For decades, America's National Cancer Institute (NCI) has used animals in the search for new drugs. Tens of thousands of chemicals have been assessed in mice given leukemia but the method has proved highly inefficient. One scientist estimates that for every 30-40 drugs effective in treating mice with cancer, only one will work in people,(1) which suggests that during clinical trials many cancer patients will be exposed to the severe toxicity of anticancer drugs without any corresponding benefit. During the 1980s, researchers acknowledged that the NCl’s traditional approach was failing to identify promising new treatments against any of the main cancers.(2,3)

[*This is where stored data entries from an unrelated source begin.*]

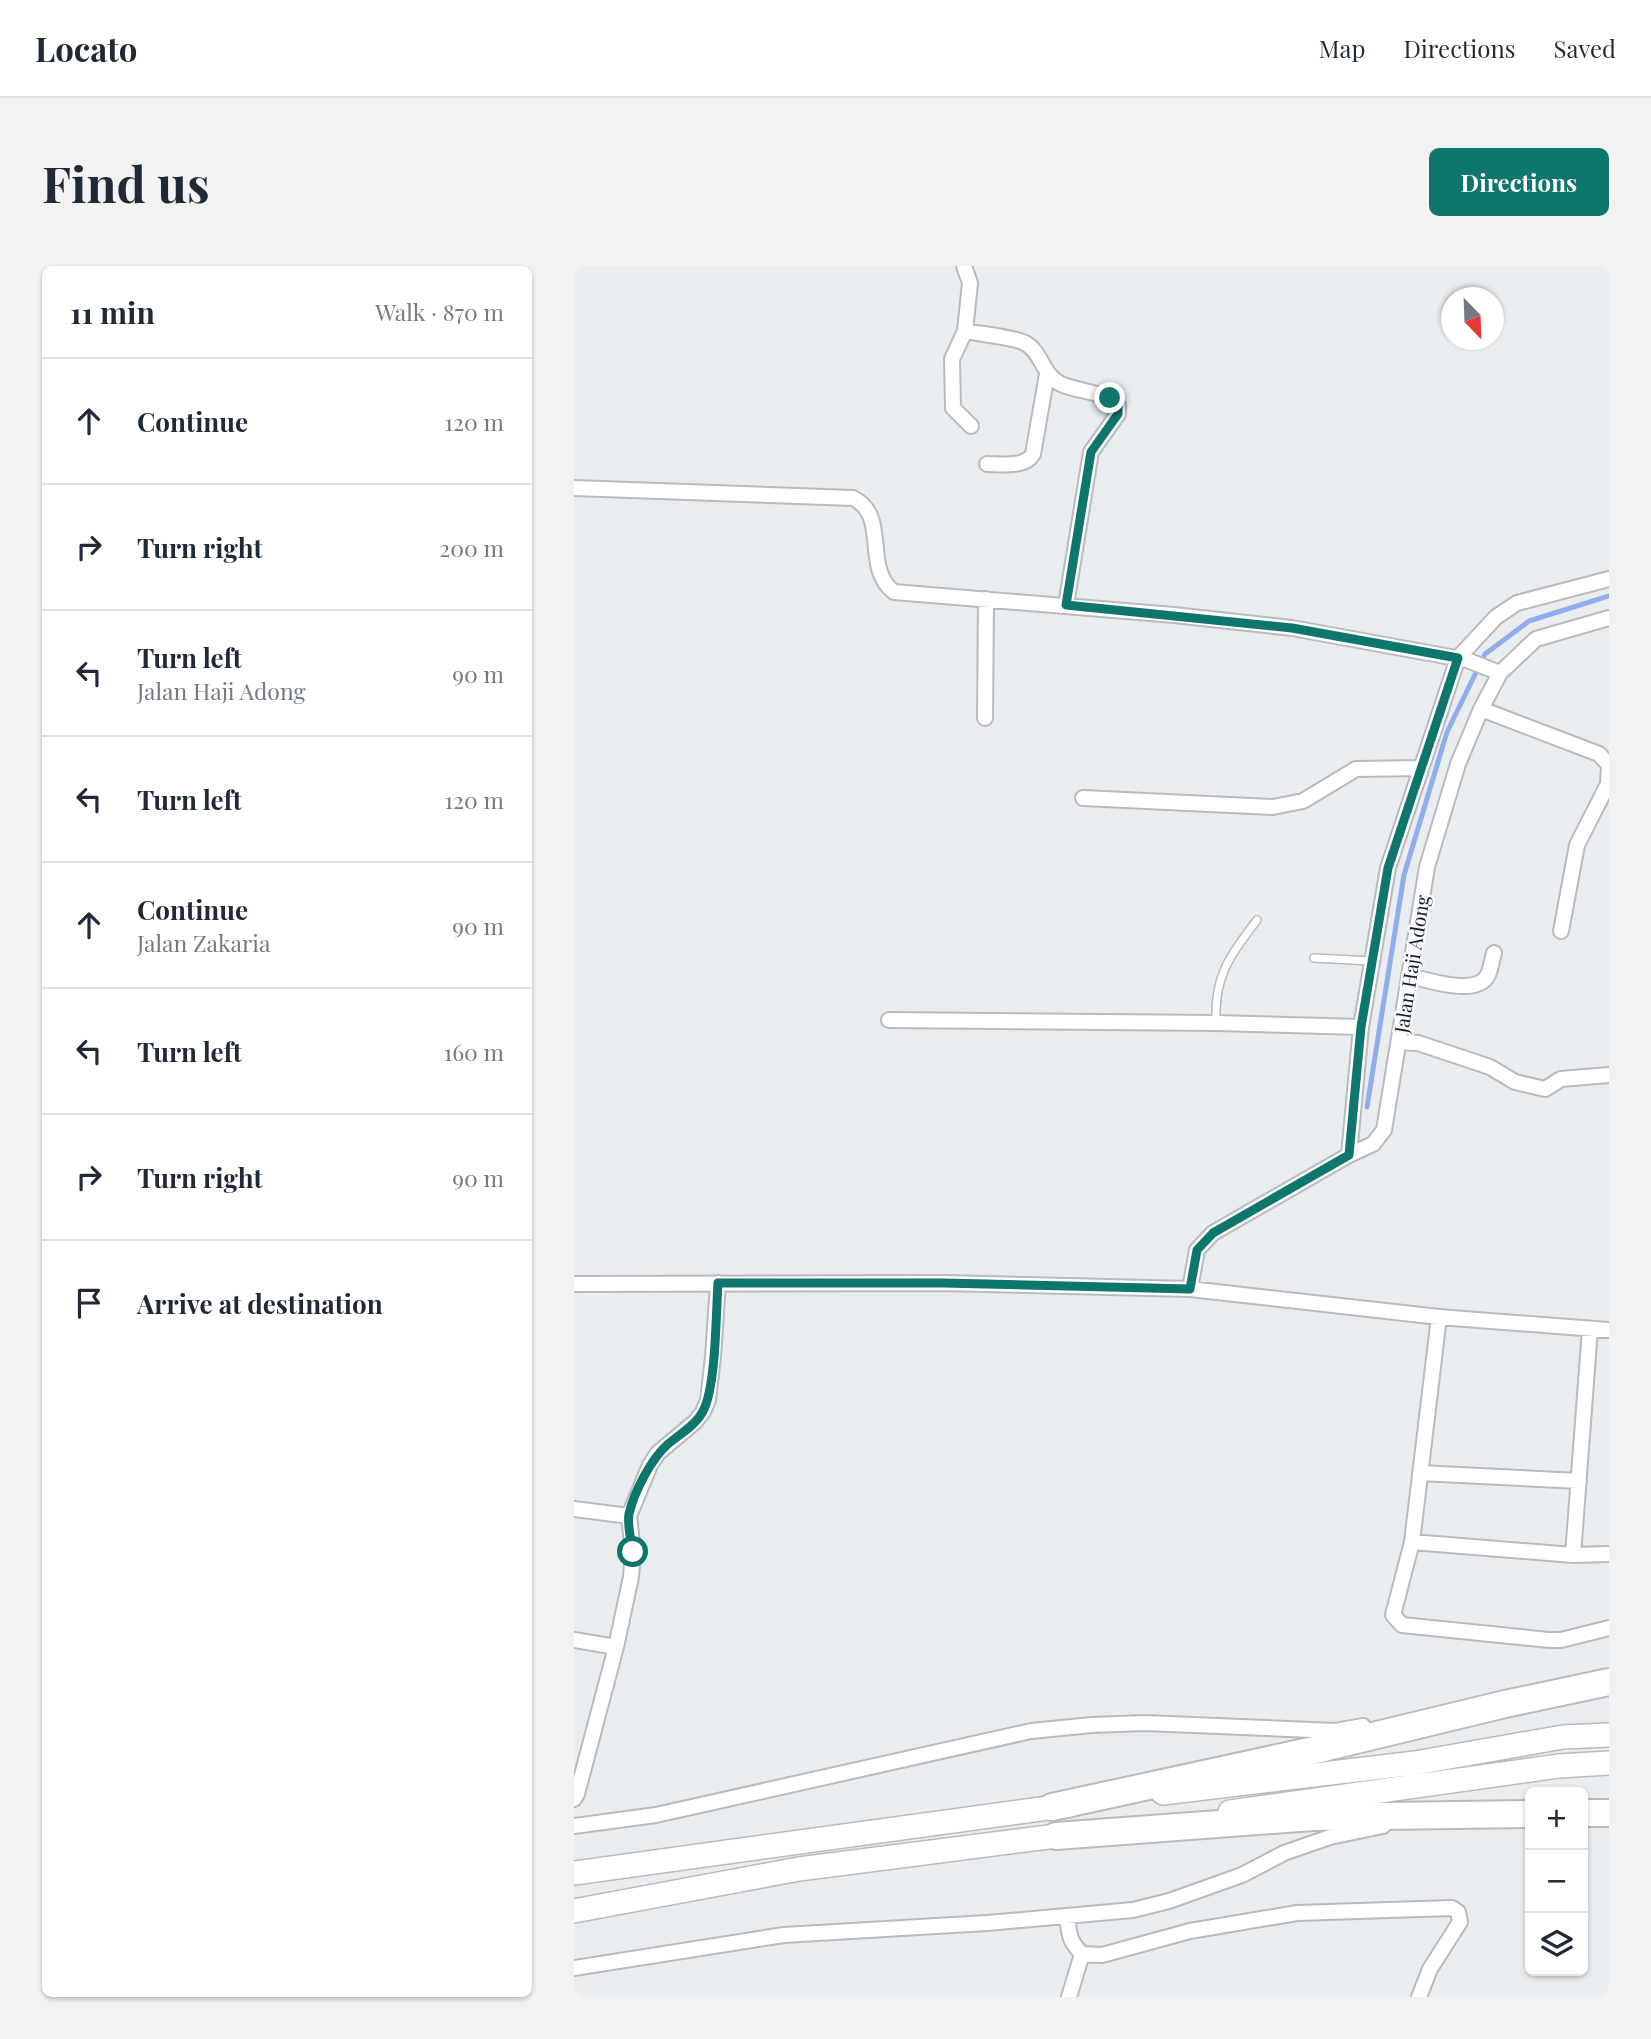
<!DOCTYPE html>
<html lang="en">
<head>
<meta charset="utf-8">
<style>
	body { margin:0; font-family:"Playfair Display",serif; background:#f2f2f3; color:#1f2937 }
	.controls { position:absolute; right:21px; bottom:21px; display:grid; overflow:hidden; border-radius:10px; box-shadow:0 2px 5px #0004 }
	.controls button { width:63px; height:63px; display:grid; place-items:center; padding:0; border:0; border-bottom:2px solid #e0e1e3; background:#fff; color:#1f2937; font:35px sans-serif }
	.compass { position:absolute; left:867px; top:21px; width:63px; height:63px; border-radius:50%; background:#fff; box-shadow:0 2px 5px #0004; rotate:157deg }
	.stop { position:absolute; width:21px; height:21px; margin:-16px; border:5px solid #0f766e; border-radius:50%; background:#fff }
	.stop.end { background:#0f766e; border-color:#fff; box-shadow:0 2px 7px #0008 }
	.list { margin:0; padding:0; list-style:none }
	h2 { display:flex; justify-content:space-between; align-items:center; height:91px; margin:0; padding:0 28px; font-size:30px }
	h2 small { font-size:23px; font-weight:400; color:#747a83 }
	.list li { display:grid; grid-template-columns:46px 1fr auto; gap:21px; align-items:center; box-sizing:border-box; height:126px; padding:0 28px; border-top:2px solid #e0e1e3 }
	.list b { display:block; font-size:26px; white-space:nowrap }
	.list p { margin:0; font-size:23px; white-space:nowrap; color:#747a83 }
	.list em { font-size:23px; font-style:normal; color:#747a83 }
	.icon { flex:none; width:38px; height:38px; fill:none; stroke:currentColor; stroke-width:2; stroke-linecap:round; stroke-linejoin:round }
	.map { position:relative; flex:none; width:1035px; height:1731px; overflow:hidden; border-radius:10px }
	header { display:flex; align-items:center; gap:42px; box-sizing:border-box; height:98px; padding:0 35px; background:#fff; border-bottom:2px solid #e0e1e3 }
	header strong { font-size:33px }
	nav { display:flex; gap:38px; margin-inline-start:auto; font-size:24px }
	.intro { display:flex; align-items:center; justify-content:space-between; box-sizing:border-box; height:168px; padding:0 42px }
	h1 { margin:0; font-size:49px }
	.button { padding:18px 32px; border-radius:10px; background:#0f766e; color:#fff; font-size:24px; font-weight:700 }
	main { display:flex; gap:42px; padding:0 42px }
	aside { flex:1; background:#fff; border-radius:10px; box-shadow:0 2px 5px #0004 }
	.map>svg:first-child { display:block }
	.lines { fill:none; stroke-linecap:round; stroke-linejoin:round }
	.stream { stroke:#8faeeb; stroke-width:5 }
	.lane-casing { stroke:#b8babd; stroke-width:10 }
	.street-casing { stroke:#b8babd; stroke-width:18 }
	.primary-casing { stroke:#b8babd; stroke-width:26 }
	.highway-casing { stroke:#b8babd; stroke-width:30 }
	.lane { stroke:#fff; stroke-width:7 }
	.street { stroke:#fff; stroke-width:14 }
	.primary { stroke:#fff; stroke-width:23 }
	.highway { stroke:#fff; stroke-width:26 }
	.route { stroke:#0f766e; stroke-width:9 }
	.labels { text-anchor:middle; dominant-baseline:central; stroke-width:5; stroke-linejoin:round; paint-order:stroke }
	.street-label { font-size:19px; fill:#1c1c1e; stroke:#f7fafd }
</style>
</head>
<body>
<header>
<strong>Locato</strong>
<nav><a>Map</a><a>Directions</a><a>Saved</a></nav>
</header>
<div class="intro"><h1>Find us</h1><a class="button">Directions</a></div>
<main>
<aside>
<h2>11 min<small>Walk · 870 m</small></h2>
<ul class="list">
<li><svg class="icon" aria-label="ahead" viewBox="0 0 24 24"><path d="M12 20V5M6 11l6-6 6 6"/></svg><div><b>Continue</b></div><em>120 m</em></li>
<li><svg class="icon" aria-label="right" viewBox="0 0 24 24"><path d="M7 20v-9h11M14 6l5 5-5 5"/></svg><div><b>Turn right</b></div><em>200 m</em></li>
<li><svg class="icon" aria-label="left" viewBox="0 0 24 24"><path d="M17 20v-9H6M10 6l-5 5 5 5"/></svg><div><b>Turn left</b><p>Jalan Haji Adong</p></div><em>90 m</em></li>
<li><svg class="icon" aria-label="left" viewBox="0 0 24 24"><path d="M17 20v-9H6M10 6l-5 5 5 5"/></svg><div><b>Turn left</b></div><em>120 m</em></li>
<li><svg class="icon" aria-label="ahead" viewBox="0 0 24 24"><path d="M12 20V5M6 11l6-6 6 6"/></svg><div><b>Continue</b><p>Jalan Zakaria</p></div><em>90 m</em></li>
<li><svg class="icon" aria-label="left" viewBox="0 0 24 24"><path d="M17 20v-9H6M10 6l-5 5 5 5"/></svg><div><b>Turn left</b></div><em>160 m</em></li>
<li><svg class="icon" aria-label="right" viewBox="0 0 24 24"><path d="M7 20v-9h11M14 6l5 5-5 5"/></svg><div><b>Turn right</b></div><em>90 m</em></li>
<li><svg class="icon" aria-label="arrive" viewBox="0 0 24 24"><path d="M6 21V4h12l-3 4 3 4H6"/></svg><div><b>Arrive at destination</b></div></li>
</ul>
</aside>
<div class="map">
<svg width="1035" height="1731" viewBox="0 0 1035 1731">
	<rect width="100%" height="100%" fill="#eaedf0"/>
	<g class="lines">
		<path class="stream" d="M793,841l37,-232 43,-143 38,-78 44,-33 80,-25"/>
		<g class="lane-casing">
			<path id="lane" d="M740,692l58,3
				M642,757c-2,-48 14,-67 41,-103"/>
		</g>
		<g class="street-casing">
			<path id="street" d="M390,0l6,17 -5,48 -13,28 1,49 18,18
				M391,65c14,3 49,6 60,12 17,9 17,32 36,41 18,8 41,7 57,21v9l-27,38 -25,153
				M413,198c14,0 38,4 46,-10l14,-80
				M0,222l279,10c37,18 9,70 41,94l280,23 118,13 175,32 33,13
				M907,443l118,45 10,11 -1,19 -31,61 -16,86
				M411,452l1,-119
				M509,532l190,9 30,-6 53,-32 63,-1
				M835,710c20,4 68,21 79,-1 3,-7 4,-15 6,-22
				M315,754l327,3 145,4
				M825,776l19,1 72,24 25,15 30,7 16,-10 48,-4
				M775,889l12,-128 27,-159 70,-210 38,-41 21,-14 92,-24
				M0,1018l369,-1 247,6 249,28 170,13
				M616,1023l7,-39 16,-17 136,-78 24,-11 11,-14 43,-263 31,-103 23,-55 19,-36 36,-34 73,-21
				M865,1051l-27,225 -19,73 9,10 147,15h12l48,-12
				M846,1207l159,8
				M0,1243l55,7
				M838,1276l161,13 36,-1
				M999,1289l17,-226
				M0,1374l42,7
				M0,1533l3,-5 39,-147 15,-70 2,-25 -4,-36 21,-51 8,-12 37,-31 8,-10 5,-12 5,-43 5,-74
				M0,1560l82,-11 375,-84 61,-6 53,-2 190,8 28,-5
				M493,1651c3,19 1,22 15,37l20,1 88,-24 107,-18 155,-5 6,4 2,10 -30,47 -11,28
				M0,1702l210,-33 203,-12 146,-13 36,-9 73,-26 42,-22 46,-16 53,-11
				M495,1731l13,-43"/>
		</g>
		<g class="primary-casing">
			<path id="primary" d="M589,1527l252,-30 148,-26 46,-2
				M656,1546l329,-46 50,-3
				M0,1607l496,-68
				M0,1645l225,-42 273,-35"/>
		</g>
		<g class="highway-casing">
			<path id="highway" d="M478,1541l267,-58 186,-45 104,-22
				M1009,1547h26
				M482,1570l257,-19 217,-3"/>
		</g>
		<use href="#lane" class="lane"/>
		<use href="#street" class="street"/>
		<use href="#primary" class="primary"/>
		<use href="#highway" class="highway"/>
	</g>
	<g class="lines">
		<path class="route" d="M59,1286c-2,-12 -6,-27 -4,-38 5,-22 22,-55 39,-70 12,-10 28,-19 35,-33 13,-23 13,-99 15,-128h225l247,6 7,-39 16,-17 136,-78 12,-128 27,-159 70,-210 -166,-30 -226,-23 25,-153 27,-38v-9l-8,-7"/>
	</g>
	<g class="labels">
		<g class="street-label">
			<text transform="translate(837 698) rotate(-81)">Jalan Haji Adong</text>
		</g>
	</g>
</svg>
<div class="controls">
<button>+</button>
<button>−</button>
<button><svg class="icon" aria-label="layers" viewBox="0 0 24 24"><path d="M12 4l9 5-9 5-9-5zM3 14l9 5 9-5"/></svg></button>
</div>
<svg class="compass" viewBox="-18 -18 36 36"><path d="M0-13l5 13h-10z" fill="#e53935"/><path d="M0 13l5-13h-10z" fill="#747a83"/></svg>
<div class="stop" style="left:59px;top:1286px"></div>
<div class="stop end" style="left:536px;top:132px"></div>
</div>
</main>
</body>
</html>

In the new strategy, mice have been replaced by test-tube studies with human cancer cells, at least for preliminary experiments. Drugs showing promising activity are then subject to further animal tests so there is still the risk of misleading predictions.(4) As an alternative, drugs could be further assessed using fresh human tumour tissue from biopsies or therapeutic operations.(5) Results would then be directly relevant to people.(4)
1) D.D.Von Hoff, Journal of the American Medical Association, 1979, August I0, 503.
2) R.Kolberg, Journal of NIH Research, 1990, vol.2, 82-84.
3) A.Pihl, lnternational Journal of Cancer, 1986, vol.37, 1-5.
4) S.E.Salmon, Cloning of Human Tumor Stem Cells (Alan Liss, 1980).
5) C.W.Taylor et al, Journal of the National Cancer Institute, 1992, vol.84, 489-494.